#75: Go web! Fly! Up, up, and away web! Shazaam!

Coming to you from the world's slowest wifi 30,000 feet above the U.S. of A.!

We might be off the next two weeks, or one of the next two weeks, or not at all, thanks to the holidays, but honestly I haven't decided yet. Kind of depends on how insane my kids are being, and/or whether the world is (more) on fire. Those two things may be related.

On to the news!
 

"With Great Power Comes Great Responsibility*", said Uncle Ben, who was inexplicably murdered

2017 Arctic Report Card: Sea ice melting unprecedented in at least 1,500 years

Look. It's not great out there. On the iceIn the skyIn the water

So -- fixing this nightmare (as much as we can) is going to require big moves. Huge moves. Unprecedented moves. Previously unimaginable moves. Because otherwise, that's game over, right?

Imagine you get a diabetes scare. Doctor tells you it's bad. Lose the carbs, or lose a foot. The conundrum is you love bagels like nobody's business. But a foot is useful, yes? So, of course, you choose the foot. 

What I'm trying to say is in this situation, carbs = all the cheap fossil-fuel power sources, extravagant living, and industrialized meat we've been marinating in for a century now.

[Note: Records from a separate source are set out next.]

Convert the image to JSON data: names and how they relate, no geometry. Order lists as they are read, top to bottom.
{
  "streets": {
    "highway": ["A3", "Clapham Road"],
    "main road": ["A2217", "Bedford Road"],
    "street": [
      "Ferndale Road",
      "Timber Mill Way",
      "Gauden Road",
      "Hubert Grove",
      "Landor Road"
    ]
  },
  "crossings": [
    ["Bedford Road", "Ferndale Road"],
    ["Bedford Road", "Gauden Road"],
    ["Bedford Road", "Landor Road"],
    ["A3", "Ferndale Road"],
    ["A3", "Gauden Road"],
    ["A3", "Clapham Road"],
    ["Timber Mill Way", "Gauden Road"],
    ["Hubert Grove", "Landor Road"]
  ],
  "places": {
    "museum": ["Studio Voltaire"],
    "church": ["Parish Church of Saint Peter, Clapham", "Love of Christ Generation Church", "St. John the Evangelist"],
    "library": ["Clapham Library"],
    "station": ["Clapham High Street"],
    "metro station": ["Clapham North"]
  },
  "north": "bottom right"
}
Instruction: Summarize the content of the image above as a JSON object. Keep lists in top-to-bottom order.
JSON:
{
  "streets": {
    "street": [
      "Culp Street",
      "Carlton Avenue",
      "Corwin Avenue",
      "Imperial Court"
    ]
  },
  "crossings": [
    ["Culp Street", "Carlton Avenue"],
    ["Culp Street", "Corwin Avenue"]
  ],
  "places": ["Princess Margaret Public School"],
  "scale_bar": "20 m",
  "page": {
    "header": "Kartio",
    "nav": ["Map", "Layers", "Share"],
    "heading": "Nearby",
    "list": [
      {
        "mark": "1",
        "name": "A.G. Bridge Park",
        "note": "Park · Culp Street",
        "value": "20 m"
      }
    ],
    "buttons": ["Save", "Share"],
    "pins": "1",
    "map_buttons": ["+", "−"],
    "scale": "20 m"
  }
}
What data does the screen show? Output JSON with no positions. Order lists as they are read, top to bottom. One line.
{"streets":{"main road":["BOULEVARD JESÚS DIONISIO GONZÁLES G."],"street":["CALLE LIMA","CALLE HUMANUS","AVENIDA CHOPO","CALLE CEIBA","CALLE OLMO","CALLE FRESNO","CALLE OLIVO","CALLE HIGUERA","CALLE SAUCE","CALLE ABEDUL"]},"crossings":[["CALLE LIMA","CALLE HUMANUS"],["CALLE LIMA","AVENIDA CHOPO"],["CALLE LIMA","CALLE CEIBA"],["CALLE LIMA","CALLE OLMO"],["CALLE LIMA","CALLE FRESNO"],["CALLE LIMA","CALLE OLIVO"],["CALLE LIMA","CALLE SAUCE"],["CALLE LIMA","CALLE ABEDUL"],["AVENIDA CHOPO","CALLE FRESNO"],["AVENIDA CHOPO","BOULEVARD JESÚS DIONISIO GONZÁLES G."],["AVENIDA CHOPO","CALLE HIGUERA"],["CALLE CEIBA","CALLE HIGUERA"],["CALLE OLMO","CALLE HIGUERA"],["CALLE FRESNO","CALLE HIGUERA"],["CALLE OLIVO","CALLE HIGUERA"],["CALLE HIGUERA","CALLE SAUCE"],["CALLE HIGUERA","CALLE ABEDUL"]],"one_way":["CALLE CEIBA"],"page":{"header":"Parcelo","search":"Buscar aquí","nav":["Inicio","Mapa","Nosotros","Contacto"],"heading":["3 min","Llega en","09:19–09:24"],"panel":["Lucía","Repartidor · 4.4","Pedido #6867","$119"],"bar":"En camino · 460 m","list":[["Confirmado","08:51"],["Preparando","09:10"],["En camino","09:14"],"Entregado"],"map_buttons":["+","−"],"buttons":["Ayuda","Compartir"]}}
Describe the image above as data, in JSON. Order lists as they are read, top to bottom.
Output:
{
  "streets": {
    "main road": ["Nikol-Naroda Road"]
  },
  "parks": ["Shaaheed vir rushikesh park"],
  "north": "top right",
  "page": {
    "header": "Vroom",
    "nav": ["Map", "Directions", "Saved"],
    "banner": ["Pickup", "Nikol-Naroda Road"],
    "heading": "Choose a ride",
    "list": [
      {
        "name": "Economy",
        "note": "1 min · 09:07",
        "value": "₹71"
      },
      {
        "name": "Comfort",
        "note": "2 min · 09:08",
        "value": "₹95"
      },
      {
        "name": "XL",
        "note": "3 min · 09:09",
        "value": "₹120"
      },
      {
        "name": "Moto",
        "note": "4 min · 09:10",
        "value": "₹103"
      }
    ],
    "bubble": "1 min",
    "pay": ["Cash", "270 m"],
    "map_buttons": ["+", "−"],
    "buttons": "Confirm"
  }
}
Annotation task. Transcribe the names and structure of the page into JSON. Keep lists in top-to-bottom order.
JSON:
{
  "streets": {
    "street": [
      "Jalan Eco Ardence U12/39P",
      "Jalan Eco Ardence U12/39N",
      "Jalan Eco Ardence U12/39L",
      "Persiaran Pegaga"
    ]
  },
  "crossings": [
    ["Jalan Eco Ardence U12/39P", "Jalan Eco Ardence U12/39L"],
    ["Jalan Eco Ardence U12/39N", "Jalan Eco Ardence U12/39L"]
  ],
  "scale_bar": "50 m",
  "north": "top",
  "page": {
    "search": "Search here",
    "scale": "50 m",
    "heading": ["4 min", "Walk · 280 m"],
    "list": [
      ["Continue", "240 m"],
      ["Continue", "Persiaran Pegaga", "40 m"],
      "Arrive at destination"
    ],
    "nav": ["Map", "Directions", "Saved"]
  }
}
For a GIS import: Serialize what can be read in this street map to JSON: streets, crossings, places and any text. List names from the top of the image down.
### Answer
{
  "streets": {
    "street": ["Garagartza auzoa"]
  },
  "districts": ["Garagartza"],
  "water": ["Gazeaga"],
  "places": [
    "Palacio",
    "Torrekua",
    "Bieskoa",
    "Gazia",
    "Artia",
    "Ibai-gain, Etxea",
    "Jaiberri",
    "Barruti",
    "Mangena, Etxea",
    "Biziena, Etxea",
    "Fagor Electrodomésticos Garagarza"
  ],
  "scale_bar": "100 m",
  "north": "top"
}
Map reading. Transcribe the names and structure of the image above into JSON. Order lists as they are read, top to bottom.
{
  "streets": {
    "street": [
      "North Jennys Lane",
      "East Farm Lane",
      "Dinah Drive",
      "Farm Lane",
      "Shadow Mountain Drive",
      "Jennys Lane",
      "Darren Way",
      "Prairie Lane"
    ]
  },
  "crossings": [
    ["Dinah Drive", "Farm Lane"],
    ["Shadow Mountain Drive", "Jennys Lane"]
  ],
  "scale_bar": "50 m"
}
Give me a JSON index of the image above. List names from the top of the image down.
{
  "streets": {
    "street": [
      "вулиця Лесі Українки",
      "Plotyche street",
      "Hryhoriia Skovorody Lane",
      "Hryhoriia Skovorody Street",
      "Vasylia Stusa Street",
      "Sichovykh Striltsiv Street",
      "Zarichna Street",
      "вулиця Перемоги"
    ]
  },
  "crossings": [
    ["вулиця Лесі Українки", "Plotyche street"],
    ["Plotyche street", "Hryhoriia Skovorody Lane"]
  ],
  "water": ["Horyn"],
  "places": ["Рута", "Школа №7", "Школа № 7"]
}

And if we ditch those fucking delicious bagels for sunlight and wind, we just might leave 20-30 inches of sea level rise on the table

And what are just a few of those potential moves? Thanks for asking:

 

#1: Sucking the existing pollution right out of the air

Hugely enjoying this on-going carbon-capture technology series, "The Race to Zero Emissions", by Akshat Rathi at Quartz. Hell of a reporting job on the tech that might be our make or break.

"Remarkably, the material that built the first modern civilization remains key to building today’s global economy. The cement we use in 2017 is not so different from the stuff used to build the concrete dome of the Roman Pantheon in 125 AD.

What has changed is that today we use vastly greater quantities of the grey powder: more than 4.2 trillion kg annually. To put that in perspective, you could build 1,000 Hoover Dams each year with the amount of concrete that much cement would make.

That’d be all well and good except for the fact that 1 kg of cement releases more than than 0.5 kg of carbon dioxide into the atmosphere. As a result, the cement industry is currently responsible for about 5% of global CO2 emissions—more than double the aviation industry. Worse still, unlike the electricity industry, which one day might be comprisedof entirely clean, renewable energy, the chemistry of conventional cement dictates that the process will continue to produce huge amounts of carbon dioxide.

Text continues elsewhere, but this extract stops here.